Listen to this post
RANGELY — When Mark Skelton went to work Monday, he knew it was going to be a different feeling.
For the first time in 25 years, Skelton was no longer affiliated with a school, or a college.
A long-time teacher and coach for the Rangely School District, Skelton, after only a few months as athletic director at Colorado Northwestern Community College, vacated the position and took a job as an oilfield pumper with EnCana.
“I am no longer with the college as of (last) Wednesday,” Skelton said last Friday, after a day of safety training for his new job. “I had only been there (at CNCC) for four months, but I came to the conclusion I needed to do something different.”
Asked to explain his decision to leave CNCC after such a short time, Skelton said, “It’s kind of hard to put into words. Things were working out, but I needed to do something completely different.”
The desire to make a career change had been growing for a while, he said.
“In the past, I had thought about doing other things,” Skelton said. “It had crossed my mind. This had been coming on for a couple of years. I had a yearning to do something else.”
Skelton hinted his heart may not have been in the athletic director’s job.
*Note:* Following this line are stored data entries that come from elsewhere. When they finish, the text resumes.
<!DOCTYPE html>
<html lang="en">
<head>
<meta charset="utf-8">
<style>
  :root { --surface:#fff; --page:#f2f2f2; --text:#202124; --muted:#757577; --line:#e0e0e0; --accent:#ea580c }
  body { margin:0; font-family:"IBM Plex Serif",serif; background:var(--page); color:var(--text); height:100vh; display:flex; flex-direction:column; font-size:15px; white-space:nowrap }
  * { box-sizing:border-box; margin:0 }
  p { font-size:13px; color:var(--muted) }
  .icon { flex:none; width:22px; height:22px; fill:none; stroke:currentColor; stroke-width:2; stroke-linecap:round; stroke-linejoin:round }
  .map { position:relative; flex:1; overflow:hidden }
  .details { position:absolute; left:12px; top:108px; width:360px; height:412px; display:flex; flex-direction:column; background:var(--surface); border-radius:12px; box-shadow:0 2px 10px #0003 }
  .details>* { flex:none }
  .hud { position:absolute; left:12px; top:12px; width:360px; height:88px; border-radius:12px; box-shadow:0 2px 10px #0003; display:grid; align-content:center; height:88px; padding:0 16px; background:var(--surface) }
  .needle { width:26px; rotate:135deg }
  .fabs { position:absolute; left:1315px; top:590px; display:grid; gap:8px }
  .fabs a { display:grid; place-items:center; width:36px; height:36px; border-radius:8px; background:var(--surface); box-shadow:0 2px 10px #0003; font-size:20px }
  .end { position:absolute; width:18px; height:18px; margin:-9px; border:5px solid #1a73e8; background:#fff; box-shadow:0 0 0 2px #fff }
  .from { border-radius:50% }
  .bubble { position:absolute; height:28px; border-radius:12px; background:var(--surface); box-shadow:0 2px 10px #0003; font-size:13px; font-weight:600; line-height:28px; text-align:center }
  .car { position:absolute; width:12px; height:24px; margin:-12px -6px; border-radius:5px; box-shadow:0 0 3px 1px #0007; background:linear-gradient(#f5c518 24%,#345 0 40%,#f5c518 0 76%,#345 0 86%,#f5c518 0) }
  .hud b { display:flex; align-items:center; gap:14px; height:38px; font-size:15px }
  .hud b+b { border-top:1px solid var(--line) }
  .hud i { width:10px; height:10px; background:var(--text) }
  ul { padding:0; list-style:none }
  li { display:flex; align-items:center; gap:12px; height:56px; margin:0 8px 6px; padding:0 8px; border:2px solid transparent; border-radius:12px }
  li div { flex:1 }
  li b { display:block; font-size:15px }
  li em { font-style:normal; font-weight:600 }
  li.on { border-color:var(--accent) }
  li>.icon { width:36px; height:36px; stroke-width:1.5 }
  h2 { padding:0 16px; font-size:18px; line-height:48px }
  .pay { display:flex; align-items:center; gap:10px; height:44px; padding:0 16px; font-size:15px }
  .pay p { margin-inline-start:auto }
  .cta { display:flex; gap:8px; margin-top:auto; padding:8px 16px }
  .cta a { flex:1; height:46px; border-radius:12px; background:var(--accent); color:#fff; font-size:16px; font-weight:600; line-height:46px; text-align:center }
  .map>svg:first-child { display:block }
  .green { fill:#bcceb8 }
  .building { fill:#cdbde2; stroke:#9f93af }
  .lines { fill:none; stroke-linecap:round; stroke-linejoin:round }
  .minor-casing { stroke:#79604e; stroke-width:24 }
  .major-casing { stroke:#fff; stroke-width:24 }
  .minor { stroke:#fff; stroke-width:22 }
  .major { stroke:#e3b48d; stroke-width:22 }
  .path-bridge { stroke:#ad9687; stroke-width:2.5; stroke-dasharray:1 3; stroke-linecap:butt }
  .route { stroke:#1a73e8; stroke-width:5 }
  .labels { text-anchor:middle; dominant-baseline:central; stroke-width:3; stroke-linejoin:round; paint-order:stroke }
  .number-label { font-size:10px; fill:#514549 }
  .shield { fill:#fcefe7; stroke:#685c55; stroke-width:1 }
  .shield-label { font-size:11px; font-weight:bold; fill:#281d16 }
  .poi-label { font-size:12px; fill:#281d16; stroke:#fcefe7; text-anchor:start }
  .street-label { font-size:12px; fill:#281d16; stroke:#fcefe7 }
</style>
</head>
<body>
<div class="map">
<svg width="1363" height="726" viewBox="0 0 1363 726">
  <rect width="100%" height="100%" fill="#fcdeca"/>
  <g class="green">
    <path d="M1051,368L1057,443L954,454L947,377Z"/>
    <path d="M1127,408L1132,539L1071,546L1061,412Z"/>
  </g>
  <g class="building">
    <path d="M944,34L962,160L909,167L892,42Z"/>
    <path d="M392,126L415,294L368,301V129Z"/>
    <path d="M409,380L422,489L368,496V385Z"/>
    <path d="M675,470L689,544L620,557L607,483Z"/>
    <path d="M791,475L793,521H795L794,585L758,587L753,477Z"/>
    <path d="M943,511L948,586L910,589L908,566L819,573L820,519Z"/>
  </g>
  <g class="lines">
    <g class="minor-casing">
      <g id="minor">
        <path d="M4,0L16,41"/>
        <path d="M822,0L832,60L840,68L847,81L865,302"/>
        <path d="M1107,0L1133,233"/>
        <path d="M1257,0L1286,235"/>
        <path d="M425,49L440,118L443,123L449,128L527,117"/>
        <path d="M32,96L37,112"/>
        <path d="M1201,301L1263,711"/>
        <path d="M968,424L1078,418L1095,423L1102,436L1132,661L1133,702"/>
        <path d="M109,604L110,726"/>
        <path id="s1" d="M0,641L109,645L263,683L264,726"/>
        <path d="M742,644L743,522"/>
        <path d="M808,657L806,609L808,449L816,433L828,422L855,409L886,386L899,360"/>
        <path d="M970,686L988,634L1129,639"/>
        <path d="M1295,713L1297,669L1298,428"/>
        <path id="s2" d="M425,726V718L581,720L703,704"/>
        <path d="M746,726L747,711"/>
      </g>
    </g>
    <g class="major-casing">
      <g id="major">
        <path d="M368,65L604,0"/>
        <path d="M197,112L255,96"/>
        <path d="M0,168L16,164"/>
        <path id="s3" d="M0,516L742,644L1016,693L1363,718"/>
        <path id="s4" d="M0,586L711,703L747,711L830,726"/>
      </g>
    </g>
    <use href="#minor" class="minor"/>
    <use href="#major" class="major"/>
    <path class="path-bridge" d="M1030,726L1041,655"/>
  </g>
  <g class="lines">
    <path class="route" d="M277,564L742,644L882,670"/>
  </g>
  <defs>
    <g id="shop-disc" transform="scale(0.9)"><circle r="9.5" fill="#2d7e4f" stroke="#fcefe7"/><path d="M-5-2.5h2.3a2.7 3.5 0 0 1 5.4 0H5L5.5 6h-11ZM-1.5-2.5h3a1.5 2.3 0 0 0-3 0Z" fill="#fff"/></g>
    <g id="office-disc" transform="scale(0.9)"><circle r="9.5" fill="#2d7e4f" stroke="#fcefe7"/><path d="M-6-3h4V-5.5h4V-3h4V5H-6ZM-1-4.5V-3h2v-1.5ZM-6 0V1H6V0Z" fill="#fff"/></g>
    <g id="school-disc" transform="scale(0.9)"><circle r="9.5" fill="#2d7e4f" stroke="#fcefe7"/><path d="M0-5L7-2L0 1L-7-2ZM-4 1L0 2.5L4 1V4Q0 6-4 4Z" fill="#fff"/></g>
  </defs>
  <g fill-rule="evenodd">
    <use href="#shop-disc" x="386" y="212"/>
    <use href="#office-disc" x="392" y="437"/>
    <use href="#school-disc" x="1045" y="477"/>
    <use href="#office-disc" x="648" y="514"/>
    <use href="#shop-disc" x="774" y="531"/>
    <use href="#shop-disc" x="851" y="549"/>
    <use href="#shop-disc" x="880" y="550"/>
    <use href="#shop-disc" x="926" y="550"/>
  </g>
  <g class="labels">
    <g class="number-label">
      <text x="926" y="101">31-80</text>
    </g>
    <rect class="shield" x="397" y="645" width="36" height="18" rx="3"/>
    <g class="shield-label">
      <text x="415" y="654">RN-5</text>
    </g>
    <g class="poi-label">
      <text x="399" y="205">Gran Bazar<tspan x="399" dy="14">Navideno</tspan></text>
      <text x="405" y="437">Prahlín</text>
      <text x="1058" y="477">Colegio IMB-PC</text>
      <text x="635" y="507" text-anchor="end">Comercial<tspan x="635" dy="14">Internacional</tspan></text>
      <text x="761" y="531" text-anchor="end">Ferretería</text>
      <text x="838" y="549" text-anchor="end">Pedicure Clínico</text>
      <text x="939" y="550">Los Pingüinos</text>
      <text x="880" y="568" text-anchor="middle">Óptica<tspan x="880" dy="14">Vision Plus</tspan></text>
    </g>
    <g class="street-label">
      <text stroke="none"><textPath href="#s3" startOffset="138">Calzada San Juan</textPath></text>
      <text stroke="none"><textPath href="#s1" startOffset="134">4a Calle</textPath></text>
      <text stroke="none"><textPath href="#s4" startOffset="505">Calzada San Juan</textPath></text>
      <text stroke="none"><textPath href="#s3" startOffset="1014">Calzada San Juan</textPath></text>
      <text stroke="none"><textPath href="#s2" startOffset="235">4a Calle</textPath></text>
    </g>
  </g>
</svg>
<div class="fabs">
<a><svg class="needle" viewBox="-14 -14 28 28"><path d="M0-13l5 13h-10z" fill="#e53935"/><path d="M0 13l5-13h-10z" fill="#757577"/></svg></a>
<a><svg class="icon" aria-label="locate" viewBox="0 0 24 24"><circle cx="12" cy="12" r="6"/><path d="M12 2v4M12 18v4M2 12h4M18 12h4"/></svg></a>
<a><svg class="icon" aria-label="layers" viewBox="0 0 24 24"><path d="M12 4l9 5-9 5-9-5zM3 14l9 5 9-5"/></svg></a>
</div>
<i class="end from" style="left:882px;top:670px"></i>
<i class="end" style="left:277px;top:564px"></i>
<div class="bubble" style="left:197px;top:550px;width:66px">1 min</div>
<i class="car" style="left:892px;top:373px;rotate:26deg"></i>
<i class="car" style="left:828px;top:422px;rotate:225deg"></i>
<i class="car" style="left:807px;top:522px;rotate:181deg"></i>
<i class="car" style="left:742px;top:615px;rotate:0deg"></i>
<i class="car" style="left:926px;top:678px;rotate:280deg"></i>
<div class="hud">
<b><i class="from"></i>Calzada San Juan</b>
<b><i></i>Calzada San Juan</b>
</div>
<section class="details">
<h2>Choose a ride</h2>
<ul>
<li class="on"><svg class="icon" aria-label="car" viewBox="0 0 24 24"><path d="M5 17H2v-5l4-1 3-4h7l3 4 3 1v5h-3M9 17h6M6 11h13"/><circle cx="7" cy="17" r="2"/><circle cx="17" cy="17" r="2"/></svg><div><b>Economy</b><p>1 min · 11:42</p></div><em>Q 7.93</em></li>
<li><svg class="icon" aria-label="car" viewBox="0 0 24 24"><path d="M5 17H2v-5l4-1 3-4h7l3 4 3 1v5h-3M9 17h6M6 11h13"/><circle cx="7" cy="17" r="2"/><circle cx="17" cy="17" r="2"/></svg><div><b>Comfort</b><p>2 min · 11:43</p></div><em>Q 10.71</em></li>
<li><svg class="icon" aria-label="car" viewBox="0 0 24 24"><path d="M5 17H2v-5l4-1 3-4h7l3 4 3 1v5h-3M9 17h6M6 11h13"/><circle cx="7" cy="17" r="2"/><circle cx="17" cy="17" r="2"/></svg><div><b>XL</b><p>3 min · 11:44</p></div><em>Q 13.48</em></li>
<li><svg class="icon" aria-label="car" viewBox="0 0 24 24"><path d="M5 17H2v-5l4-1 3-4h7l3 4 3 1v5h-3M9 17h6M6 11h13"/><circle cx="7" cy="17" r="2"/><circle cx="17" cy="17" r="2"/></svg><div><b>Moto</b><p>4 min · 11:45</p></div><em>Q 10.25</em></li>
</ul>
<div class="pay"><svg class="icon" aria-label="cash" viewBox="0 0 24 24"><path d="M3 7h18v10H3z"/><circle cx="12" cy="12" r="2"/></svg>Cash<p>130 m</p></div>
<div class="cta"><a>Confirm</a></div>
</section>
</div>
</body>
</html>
“If you can’t give it your all, you have to do something else,” he said. “I’m not pointing any fingers. It was hard (leaving). I went in there with expectations, and they had expectations of me. I had hit the ground running. I went in there and worked hard every day and we made some strides in a short amount of time. I had hoped (things would work out), but it just didn’t work out.”
Asked about his relationship with CNCC, Skelton said, “I believe it’s on good terms.”
Richard Barker, volleyball coach at CNCC, was sorry to see Skelton leave the athletic program.
“Yes, I was taken by surprise when Mark announced to me a couple weeks ago that he had submitted his resignation,” Barker said. “He has made some remarkable and greatly needed upgrades and contributions to our athletic department in the short time he has been here. His energies and vision will be missed.”
The timing of Skelton’s resignation was unexpected, Barker said.
“While I have noticed and visited with Mark about the stresses of his position, I admit to being surprised that his decision to leave came so early into this college season,” Barker said.
Tom Cassera, baseball coach at CNCC, who is new to the program, was also caught off guard by Skelton’s leaving.
“Yes, I was very surprised any very disappointed,” Cassera said. “Mark was an energetic person who wanted to see a change for the positive here at CNCC. We worked hard for the three months he was here and will continue to try and get things done, so the community will be proud of the college it has right here in Rangely.”
The college has already begun a search for Skelton’s replacement, Barker said.
“We are currently reviewing options to best benefit the needs of our athletic department,” Barker said. “The college has already begun a search for possible candidates to fill the position.”
In the meantime, Barker said CNCC coaches will carry on.
“Thus far, disruptions have been minimal (with Skelton leaving),” Barker said. “Most of the coaches on staff have already experienced an absence in the athletic director’s position from last spring (after the resignation of Dustin Colburn). … we will have to wait to see how much the absence of someone completing the A.D.’s many duties will impact those of us who will fill in to share those responsibilities.”
Before going to CNCC, Skelton taught industrial arts and physical education at Rangely Middle School and was a coach at both the middle school and high school.
“That was my first teaching job and my only teaching job,” said Skelton, who has also has a small construction business on the side with Tim Webber, director of the Western Rio Blanco Metropolitan Recreation and Parks District.
Going from the middle school to the college had represented a change, but it turned out it wasn’t what he was looking for, Skelton said.
“Things were working out (with the new job),” he said. “I went from working with middle school kids … going to the college and older kids I thought would fill the need, but I needed something completely different.”
Skelton said he and his wife, Connie, would continue to make Rangely their home.
“Rangely is where we raised our (four) kids,” Skelton said. “It’s a great community.”
Leaving the middle school after so many years had been hard, Skelton admitted.
“Sure, I always miss the kids,” he said. “There were definite regrets. There just comes a time in my life when you have to step out and do something different.”
Even Connie was surprised at first when Skelton told her he wanted to change jobs … again.
“She said, ‘Mark, have you thought about this?’” Skelton said. “I’ve done a lot of praying about it. She’s very supportive, but it’s stepping out of one world and into another world.”
So, when he went to his new job in the oil field for the first time Monday, he expected it would be an adjustment.
“Change is hard, especially when you are older,” said Skelton, who is 48. “There’s always apprehension when you do something different.”